There wasn’t any way of managing the letter. She had read it once—and now could not bear to look at it. The phrases he had used burned in her mind. She tried again and again to blot out the thought: it is worse than if he had died.
… the most difficult letter I have ever had to write. It would be so much better if I could speak to you. I have made a number of, very unsuccessful, attempts to explain everything, and have torn them up. Neither explanation nor excuse are possible, and anything at all I can say is completely inadequate. I ask you to believe that your friendship has meant more to me than … I have to ask you formally, to rel
ease me from our engagement … No way of making the cold words on paper, warm. And yet I feel … Alice, it was very wrong of me not to write much, much sooner—when first I had doubts…. We are so well suited as friends … But perhaps marriage …
How could it all have happened? People did not get married who had not thought about it. Yes—three or four months thrown together at The Towers. But had no one noticed? And that Belle Maman should not have tried to stop it. And worse, worst of all, that Gib said nothing. Gib, whom I trusted …
The next afternoon, sitting with Molly in the square at Camiers, outside a small cafe, she wrote a letter. Her hand shook.
“You look very white still, darling heart, should you be having coffee now? It scalds the nerves—”
“I’m writing to my sister.”
“That’s a kind thought—I tell you now I’d never be so generous. Jesus Mary Joseph. Strangle her I would, you should be angry with her.”

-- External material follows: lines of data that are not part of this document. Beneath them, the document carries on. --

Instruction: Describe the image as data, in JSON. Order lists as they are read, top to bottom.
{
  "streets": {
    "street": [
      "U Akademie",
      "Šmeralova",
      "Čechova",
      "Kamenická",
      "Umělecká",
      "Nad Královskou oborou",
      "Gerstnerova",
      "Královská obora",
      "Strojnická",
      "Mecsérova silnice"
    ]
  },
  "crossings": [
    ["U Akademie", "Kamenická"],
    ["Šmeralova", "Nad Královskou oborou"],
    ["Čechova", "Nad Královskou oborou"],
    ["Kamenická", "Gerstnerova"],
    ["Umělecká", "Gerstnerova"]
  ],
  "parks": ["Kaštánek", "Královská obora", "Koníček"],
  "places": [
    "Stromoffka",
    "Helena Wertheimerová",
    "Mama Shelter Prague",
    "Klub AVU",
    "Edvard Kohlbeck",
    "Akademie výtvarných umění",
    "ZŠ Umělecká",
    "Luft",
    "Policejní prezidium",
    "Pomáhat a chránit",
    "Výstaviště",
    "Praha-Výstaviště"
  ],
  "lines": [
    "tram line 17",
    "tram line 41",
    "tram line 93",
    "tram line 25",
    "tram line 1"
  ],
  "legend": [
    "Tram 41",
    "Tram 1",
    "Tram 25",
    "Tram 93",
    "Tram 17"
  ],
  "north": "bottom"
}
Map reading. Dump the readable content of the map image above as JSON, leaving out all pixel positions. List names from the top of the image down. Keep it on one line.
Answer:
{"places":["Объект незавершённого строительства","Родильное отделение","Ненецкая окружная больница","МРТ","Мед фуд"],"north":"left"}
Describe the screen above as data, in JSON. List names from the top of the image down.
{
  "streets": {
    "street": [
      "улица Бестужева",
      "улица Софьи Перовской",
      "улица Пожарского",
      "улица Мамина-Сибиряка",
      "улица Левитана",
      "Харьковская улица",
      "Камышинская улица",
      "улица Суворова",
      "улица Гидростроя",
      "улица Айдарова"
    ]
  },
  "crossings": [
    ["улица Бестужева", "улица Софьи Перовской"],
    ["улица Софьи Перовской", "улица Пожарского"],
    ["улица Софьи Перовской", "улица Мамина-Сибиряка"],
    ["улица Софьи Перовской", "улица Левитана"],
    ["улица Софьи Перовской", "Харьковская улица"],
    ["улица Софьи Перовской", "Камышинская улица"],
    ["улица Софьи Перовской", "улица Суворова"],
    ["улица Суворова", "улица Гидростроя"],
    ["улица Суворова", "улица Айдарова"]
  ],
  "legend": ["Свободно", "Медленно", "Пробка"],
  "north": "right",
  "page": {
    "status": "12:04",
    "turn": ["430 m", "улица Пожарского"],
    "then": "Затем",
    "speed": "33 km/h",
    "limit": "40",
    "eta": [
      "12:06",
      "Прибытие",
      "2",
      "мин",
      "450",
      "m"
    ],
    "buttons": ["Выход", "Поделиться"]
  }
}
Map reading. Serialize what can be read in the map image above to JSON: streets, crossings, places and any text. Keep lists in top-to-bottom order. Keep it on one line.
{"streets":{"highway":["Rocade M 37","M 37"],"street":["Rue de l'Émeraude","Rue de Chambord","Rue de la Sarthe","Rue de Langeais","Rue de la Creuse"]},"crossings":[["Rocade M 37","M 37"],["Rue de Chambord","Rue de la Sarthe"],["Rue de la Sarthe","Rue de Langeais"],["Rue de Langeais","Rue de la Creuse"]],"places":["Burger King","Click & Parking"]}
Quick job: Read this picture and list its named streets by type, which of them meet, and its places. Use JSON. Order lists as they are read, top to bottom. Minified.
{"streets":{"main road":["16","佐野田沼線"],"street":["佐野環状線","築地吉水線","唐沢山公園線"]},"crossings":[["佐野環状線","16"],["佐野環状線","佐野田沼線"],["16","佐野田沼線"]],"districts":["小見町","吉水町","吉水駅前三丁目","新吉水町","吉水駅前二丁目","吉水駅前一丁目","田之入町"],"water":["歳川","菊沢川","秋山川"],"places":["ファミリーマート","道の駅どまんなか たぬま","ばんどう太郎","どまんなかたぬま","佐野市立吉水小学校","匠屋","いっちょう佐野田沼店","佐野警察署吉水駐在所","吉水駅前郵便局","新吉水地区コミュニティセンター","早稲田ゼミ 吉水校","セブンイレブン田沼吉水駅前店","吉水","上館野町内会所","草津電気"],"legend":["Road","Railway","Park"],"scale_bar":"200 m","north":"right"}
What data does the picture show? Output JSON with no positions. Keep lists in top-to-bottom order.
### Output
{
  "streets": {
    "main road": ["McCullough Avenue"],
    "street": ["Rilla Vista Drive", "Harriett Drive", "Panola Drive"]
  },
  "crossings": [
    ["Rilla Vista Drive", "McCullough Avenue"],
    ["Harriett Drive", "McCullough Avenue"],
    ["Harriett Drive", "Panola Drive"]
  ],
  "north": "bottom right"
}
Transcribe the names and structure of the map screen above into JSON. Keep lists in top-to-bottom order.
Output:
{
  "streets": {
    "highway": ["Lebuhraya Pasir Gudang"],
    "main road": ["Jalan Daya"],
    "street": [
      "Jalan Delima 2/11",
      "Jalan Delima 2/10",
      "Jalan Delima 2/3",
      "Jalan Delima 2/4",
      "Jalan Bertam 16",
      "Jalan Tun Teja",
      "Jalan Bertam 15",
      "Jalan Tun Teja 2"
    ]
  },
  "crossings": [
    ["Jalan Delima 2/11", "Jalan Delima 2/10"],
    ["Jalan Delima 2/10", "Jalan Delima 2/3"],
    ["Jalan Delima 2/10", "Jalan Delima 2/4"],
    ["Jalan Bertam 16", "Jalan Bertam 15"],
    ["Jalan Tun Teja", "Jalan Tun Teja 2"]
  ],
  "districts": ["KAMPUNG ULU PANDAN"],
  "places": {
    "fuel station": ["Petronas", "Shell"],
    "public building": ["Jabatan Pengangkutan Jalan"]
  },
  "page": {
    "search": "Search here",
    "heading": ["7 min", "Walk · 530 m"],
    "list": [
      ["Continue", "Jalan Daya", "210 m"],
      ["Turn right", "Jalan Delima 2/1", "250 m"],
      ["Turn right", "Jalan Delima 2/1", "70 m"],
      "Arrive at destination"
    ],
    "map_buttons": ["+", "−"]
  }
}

Between mouthfuls of pain au chocolat, she went on—indignation, concern, consolation. Alice scarcely listened. She felt, in spite of the sun, a chill that went deep inside. Inside her head too. But she wrote with great fluency. She had composed the letter during the night. It was all so simple. And she must do it while she wanted to. Tomorrow might be too late.
This secret she’d carried for fifteen years … the Riviera, Beaulieu, going up to Belle Maman’s room—finding that note. Valentin, who she’d thought admired her, just a little. Valentin walking in the garden with Belle Maman. The secret.
She had never wanted to know it, had hated even to think about it. If it shocked me, she thought, what might it not do to her? She meant at first just to tell Teddy the facts—as she knew them. A simple statement. “I thought you might like to know …” And let the truth itself be the upset. But as she began to write, it was not like that at all.